Chikungunya ? Marchez droit, crénom !
03 mars 2006
Qu’on se le dise, c’est un militaire qui conseille le Préfet de La Réunion sur les questions de santé. Et il est fâcheux selon lui, que l’on laisse à penser que la campagne de démoustication de l’île n’est peut-être, que de la poudre aux yeux.
Avec cinq galons, ce Médecin en chef est aussi tigré que l’Aedes Albopictus ! Il a vivement réagi à la diffusion hier, par Destination Santé, d’une interview de l’ancien Inspecteur général de la Recherche à l’IRD et entomologiste réputé René Le Berre. Car cet entretien, également diffusé sur les ondes et qui a servi de base à un long article du Journal de l’Île de La Réunion, met en cause le bien-fondé des actions entreprises par les pouvoirs publics.
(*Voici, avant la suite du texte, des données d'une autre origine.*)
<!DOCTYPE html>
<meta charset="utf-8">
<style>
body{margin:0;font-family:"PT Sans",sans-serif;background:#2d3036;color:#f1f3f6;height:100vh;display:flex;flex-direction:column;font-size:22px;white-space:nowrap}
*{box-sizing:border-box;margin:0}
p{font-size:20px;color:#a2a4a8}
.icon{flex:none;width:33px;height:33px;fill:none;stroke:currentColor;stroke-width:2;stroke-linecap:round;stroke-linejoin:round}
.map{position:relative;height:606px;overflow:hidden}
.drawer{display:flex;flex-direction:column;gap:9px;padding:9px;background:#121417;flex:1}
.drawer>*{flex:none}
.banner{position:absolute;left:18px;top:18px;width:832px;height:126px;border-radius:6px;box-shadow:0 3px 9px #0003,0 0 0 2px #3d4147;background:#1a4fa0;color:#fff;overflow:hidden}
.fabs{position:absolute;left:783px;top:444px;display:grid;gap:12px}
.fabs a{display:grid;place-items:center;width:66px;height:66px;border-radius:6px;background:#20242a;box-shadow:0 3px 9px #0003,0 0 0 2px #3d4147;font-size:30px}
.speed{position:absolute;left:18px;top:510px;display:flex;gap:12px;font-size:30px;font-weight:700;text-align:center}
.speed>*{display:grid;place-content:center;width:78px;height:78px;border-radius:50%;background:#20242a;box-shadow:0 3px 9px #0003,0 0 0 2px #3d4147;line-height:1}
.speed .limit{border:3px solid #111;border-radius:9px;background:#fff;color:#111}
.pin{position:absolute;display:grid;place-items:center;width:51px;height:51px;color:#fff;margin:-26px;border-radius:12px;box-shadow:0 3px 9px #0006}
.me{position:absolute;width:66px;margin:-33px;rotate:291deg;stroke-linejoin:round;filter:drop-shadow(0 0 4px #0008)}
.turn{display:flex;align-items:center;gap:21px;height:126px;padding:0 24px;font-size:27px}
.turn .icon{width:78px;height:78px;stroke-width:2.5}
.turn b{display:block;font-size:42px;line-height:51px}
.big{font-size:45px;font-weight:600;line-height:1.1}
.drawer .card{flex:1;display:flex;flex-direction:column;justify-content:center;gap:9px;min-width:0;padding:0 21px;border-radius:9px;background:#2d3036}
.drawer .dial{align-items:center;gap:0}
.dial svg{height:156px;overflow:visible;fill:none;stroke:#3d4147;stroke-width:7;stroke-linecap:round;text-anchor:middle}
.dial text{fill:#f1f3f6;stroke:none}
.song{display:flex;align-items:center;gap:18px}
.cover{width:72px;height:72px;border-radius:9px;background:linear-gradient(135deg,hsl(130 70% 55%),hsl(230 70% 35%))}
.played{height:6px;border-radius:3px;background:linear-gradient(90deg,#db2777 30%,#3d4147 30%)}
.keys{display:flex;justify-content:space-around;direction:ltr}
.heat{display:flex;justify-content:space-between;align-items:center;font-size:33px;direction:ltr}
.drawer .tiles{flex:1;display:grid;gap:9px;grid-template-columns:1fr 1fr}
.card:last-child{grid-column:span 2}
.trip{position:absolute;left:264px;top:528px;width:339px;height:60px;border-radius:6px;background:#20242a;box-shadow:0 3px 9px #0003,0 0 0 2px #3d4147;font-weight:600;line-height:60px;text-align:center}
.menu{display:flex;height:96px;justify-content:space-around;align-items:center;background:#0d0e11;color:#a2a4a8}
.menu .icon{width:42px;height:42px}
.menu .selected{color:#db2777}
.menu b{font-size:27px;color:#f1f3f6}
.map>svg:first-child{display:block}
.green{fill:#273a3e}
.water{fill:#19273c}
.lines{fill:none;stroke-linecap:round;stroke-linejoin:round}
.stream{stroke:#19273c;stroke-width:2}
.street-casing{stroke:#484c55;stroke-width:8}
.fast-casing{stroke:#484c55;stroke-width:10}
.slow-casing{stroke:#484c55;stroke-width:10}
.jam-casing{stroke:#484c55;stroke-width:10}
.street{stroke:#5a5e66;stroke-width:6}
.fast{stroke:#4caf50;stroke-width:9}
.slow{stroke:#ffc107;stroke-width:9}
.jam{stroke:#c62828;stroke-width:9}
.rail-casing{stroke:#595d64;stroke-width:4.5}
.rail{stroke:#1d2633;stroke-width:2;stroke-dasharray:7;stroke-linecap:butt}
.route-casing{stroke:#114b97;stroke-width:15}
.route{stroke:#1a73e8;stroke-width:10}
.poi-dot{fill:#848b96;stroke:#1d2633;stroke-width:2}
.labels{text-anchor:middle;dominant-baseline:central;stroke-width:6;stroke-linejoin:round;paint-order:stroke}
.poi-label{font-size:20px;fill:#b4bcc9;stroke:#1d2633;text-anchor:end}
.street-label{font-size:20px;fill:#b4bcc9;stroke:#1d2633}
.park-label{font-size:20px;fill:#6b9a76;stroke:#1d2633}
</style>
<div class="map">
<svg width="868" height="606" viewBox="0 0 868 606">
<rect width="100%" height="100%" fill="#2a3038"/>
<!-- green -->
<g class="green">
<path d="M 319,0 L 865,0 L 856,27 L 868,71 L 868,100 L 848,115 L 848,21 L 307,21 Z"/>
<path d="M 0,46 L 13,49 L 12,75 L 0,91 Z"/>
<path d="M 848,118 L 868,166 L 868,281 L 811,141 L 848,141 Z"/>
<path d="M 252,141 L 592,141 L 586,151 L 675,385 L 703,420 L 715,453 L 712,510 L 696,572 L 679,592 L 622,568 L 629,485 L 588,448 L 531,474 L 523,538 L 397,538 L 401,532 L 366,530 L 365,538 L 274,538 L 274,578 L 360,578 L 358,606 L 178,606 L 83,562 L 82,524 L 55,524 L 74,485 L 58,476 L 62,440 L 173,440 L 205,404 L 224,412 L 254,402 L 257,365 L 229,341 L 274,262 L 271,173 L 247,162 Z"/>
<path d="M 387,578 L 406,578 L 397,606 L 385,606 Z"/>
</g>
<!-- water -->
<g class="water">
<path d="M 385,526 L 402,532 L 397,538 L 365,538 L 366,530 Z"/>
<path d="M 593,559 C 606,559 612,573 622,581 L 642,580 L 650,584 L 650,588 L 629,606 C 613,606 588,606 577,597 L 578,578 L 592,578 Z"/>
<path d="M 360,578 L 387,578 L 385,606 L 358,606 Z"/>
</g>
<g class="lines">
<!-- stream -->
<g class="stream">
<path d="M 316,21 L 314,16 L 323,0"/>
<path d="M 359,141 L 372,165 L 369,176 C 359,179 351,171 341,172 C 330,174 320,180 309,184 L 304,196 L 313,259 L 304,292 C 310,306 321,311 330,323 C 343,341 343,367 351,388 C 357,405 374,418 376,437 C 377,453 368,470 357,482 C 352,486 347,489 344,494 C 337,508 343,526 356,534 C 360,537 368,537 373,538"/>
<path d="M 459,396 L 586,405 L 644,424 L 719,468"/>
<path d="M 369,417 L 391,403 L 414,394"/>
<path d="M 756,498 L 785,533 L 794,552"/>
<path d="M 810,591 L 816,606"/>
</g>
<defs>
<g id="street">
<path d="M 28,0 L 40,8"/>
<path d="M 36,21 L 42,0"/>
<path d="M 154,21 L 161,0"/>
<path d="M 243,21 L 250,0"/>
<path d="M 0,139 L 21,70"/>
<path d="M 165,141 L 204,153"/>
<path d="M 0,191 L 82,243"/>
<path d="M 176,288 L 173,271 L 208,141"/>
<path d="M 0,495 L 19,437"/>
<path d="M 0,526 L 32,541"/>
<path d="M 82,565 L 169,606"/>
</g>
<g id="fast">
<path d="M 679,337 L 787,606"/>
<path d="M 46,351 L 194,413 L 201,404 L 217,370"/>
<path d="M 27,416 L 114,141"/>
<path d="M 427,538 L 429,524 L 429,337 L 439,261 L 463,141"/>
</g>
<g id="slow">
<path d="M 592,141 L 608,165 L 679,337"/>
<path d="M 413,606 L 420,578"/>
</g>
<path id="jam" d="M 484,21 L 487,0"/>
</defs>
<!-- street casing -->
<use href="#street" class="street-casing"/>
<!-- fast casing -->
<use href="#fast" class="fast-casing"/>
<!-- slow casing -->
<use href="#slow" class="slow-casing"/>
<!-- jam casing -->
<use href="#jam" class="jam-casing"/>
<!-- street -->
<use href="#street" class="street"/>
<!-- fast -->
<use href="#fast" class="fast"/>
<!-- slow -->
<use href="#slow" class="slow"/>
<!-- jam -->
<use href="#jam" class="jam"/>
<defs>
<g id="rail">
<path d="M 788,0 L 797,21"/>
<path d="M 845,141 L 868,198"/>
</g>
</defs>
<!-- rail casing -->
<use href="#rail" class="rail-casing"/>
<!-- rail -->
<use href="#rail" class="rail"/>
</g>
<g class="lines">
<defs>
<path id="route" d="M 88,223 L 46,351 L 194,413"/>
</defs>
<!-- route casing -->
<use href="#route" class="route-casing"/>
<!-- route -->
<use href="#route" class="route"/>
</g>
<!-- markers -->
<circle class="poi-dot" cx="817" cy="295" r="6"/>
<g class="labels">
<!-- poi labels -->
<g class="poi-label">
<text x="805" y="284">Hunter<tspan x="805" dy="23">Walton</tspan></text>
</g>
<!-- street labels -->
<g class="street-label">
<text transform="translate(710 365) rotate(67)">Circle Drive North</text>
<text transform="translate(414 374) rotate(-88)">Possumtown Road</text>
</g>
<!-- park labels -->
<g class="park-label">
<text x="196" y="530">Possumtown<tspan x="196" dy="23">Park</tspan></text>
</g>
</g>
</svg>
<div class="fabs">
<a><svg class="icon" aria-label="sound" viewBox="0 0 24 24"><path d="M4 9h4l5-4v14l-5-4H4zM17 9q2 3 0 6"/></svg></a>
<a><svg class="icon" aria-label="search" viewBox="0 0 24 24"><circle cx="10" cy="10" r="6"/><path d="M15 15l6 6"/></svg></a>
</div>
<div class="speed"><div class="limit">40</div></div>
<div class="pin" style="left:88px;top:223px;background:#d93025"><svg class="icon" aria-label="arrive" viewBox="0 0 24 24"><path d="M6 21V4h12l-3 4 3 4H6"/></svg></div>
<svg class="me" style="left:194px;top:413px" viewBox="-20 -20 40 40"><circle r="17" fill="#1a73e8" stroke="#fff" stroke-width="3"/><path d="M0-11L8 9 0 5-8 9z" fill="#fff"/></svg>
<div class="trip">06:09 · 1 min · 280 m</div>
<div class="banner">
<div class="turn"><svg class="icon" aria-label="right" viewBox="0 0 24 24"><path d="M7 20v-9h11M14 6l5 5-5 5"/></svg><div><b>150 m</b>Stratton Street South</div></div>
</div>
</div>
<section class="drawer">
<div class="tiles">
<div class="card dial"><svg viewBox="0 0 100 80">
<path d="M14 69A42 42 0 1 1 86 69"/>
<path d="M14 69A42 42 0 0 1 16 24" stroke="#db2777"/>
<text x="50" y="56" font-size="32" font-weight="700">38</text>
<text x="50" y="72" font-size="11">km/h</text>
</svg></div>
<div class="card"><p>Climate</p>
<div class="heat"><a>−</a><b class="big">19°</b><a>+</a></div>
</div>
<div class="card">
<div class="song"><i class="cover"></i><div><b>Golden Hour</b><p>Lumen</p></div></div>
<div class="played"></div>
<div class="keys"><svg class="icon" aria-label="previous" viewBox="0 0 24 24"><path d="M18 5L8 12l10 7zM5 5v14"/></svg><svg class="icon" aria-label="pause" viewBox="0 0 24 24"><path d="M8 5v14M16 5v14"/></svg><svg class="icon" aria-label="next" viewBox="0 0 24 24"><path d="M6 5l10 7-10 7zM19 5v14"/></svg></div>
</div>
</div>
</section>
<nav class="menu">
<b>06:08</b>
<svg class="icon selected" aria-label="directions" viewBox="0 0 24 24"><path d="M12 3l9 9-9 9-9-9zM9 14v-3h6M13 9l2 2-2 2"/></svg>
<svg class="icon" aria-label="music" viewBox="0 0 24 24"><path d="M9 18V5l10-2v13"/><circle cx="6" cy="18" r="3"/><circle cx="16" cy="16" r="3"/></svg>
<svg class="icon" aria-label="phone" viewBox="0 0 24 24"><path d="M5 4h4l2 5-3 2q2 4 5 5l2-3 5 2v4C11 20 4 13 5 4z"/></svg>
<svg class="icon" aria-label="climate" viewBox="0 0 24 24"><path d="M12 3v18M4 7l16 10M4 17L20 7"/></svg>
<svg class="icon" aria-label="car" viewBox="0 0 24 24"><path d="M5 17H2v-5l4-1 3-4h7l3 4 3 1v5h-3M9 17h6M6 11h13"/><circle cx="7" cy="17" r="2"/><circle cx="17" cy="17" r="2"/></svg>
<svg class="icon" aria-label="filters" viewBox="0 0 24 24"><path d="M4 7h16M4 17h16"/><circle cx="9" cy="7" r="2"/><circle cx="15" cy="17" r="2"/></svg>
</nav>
Dans un message à René Le Berre, il affirme ainsi que “la parution d’un article (…) transcrivant une interview que vous avez donné soulève des vagues dans les services de l’Etat et en particulier chez le Préfet. Je suis diligenté par le Préfet pour vérifier (…) si les propos qui vous sont attribués sont réels ou s’ils ont été déformés. Par ailleurs une bande son (…) de 1 minute et 30 secondes est disponible sur le site destinationsante.com. On y entend certains de vos propos mais pas les questions auxquelles vous répondez et on ne peut donc savoir si le propos transcrit est ou non le reflet exact de votre interview.” Comme il est impensable qu’un expert de renom rompe l’omerta, un journaliste mal intentionné -pardon pour le pléonasme…- a nécessairement déformé ses propos. C’est même tellement sûr que ce “conseiller” bien mal avisé ne s’est pas donné la peine de vérifier l’information auprès de l’émetteur.
Esprit de camaraderie…
Il arrive dans certaines sociétés, que la presse soit ainsi placée sous le régime de la présomption de culpabilité. Mais ces sociétés-là se trouvent habituellement assez loin à l’est pour que nous nous sentions protégés de telles pratiques…
Bien sûr, la fâcherie du colonel est explicable. “Il est certain que l’article (…) porte gravement préjudice à l’action difficile de l’Etat à La Réunion et se place en totale contradiction avec la position de tous nos camarades (…) et de la mission entomologique de l’OMS qui est passée ces derniers jours ici et qui a été reçue par le Premier ministre. (…) Il est douloureux de subir un tel désaveu dans la presse à sensation sous la signature d’un expert reconnu et respecté comme vous.“.
Qu’il attache du prix à l’opinion de ses camarades est louable. Il devrait cependant les convaincre de répondre aux questions que leur posent les journalistes. A Destination Santé, les deux experts évoqués par cet officiel -nous tairons leur identité pour ne pas ajouter à leur infortune- ont décliné de répondre à nos questions. Quant au ministère de la Santé, nous attendons toujours qu’il nous rappelle. A l’heure où nous mettons en ligne, cela représente plus de 48 heures d’attente infructueuse…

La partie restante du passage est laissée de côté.